Hello!
I have a list of gene IDs obtained from multiple sources via the OMA API. My goal is to download the gene sequences along with their genomic context. To achieve this, I need to acquire the accession numbers and coordinates of the assemblies in which they are annotated. I have successfully accomplished this for most of the genes using Entrez Direct. However, I've encountered that for some reason, certain genes from Ensembl cannot be retrieved through this method. As a solution, I plan to identify catch these cases and perform a secondary search using the Ensembl REST API.

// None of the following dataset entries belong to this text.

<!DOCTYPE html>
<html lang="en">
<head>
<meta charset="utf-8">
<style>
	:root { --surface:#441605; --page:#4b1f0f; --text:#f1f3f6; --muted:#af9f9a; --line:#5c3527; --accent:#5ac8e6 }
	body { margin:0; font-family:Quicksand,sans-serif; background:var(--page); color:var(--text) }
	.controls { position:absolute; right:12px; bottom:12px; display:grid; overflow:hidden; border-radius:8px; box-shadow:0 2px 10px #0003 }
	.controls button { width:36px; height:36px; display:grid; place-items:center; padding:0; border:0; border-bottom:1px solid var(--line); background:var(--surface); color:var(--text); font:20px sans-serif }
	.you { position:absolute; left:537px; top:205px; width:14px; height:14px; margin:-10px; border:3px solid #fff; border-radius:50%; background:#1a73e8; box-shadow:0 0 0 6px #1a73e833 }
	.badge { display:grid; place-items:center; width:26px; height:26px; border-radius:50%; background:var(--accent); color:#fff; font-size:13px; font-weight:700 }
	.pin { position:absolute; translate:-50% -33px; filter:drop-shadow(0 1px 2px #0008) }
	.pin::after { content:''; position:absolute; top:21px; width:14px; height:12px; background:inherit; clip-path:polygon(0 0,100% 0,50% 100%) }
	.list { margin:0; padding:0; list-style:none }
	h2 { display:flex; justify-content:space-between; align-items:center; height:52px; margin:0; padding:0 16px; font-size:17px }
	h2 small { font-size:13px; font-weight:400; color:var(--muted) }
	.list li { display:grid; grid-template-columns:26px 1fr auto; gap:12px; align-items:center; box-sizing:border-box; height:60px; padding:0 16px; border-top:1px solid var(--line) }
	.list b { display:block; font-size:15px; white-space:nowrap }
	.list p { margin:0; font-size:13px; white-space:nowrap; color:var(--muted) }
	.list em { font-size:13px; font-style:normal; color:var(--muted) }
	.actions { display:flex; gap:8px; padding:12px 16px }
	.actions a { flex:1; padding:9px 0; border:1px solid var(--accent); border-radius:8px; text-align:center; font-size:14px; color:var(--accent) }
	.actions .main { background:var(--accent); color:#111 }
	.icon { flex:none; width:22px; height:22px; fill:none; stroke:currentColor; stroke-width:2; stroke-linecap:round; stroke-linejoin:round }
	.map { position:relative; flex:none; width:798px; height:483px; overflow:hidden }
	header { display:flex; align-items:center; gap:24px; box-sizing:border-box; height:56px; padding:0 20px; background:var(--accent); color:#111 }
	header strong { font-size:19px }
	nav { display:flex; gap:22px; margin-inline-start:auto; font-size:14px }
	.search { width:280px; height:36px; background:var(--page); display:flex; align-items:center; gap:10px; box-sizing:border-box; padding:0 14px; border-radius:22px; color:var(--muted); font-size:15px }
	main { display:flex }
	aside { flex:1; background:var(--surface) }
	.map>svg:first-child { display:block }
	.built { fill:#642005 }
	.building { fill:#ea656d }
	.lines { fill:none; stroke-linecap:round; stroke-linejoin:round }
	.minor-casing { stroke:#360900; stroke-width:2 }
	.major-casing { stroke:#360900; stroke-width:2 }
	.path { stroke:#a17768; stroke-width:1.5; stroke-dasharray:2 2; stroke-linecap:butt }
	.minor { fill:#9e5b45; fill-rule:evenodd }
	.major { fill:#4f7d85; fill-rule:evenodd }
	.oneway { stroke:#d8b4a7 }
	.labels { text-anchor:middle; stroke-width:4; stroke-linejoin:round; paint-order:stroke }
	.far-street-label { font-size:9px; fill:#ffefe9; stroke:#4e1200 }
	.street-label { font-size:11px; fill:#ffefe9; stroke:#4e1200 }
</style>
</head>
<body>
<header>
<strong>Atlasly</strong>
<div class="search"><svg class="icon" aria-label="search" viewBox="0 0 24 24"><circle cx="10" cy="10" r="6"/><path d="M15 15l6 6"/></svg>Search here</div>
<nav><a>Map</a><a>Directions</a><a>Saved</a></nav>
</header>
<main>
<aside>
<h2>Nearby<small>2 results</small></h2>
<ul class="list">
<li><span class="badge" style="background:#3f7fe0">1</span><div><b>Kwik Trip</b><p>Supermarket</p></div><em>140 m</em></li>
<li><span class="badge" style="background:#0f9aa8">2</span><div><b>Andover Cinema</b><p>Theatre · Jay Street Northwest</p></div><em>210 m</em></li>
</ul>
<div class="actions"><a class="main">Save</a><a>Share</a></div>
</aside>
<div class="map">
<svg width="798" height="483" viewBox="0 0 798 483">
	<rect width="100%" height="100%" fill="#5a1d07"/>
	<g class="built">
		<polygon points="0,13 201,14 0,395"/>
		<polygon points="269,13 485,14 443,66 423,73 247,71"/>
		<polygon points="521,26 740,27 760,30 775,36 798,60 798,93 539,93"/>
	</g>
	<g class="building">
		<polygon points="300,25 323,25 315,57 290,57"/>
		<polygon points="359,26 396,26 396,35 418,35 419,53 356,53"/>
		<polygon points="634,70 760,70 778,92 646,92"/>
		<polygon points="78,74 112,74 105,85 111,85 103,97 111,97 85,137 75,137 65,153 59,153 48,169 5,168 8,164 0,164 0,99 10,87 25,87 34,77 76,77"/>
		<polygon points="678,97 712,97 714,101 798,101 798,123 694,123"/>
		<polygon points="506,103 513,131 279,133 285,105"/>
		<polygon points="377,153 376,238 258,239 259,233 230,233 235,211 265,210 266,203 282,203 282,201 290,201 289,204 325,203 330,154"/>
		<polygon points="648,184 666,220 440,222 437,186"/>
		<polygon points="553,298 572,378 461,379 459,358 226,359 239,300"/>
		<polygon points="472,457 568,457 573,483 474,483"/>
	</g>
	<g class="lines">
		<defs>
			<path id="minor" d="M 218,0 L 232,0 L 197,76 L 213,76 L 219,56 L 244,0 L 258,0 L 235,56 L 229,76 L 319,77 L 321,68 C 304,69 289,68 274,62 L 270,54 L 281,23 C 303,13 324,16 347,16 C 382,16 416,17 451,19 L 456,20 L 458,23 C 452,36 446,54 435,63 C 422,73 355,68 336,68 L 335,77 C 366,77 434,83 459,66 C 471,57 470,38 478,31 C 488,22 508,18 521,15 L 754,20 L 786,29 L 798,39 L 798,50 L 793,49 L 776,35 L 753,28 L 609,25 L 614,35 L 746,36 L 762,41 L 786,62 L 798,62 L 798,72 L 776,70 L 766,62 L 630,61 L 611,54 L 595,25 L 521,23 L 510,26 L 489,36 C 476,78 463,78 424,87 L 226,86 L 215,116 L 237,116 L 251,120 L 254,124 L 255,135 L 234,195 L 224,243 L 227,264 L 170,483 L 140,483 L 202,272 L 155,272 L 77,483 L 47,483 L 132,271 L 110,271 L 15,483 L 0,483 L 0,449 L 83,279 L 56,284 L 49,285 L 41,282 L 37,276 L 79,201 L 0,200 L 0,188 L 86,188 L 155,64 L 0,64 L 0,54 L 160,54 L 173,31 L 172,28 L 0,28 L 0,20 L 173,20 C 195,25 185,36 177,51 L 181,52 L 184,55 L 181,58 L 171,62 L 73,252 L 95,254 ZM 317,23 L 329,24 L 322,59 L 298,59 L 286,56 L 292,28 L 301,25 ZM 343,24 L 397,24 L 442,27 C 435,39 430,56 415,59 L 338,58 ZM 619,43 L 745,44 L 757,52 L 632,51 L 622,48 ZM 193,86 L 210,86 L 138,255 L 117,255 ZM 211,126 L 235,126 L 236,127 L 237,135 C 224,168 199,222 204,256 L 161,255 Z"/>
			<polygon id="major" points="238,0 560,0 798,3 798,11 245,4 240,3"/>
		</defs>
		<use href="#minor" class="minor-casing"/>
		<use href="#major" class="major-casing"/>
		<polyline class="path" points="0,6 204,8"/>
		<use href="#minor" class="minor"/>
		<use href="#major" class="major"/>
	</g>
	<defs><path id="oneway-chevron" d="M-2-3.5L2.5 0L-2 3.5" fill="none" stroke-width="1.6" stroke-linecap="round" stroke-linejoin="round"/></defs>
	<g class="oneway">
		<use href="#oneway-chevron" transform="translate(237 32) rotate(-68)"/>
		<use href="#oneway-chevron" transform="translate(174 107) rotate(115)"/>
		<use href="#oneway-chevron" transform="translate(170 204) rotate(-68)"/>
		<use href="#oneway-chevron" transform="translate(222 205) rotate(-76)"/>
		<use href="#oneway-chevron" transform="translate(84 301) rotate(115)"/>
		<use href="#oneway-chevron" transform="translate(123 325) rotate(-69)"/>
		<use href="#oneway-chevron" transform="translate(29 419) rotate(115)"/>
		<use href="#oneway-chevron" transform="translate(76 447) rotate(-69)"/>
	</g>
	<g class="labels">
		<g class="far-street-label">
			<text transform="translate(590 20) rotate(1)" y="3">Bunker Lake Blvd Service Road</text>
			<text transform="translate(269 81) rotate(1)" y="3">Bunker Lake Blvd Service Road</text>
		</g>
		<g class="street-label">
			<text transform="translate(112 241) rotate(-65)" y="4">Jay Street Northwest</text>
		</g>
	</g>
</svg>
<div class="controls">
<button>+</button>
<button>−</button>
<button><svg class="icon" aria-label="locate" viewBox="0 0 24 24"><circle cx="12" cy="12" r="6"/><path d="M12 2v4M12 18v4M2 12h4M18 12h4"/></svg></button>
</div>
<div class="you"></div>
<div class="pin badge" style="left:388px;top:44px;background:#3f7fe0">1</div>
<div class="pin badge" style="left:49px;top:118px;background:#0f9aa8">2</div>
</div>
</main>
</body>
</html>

Now for example, this is the case for the gene ENSAPLG00000012763
$ esearch -db gene -query ENSAPLG00000012763
Would produce no results.
If you look it up in ENSEMBL, it shows the gene location:
Primary_assembly 21: 7,324,855-7,330,947 reverse strand. CAU_duck1.0:CM008557.1
My goal is to get this chromosome accession (CM008557.1) using the ENSEMBL Rest API with the lookup endpoint:
https://rest.ensembl.org/lookup/id/ENSAPLG00000012763?content-type=application/json;expand=1
But this produces the following output, without the accession number:
{"end":7330947,"db_type":"core","logic_name":"ensembl","id":"ENSAPLG00000012763","assembly_name":"CAU_duck1.0","source":"ensembl","object_type":"Gene","seq_region_name":"21","canonical_transcript":"ENSAPLT00000013288.2","version":2,"description":"AAR2 splicing factor [Source:HGNC Symbol;Acc:HGNC:15886]","start":7324855,"biotype":"protein_coding","strand":-1,"species":"anas_platyrhynchos_platyrhynchos","display_name":"AAR2"}
Is there anyway of getting the accession of the chromosome using this API? Do you know/suggest any better way to achive this?
Thanks!
It's EnsEMBL, not ENSAMBL or Ensemble or Ensamble. I've fixed it for you this time.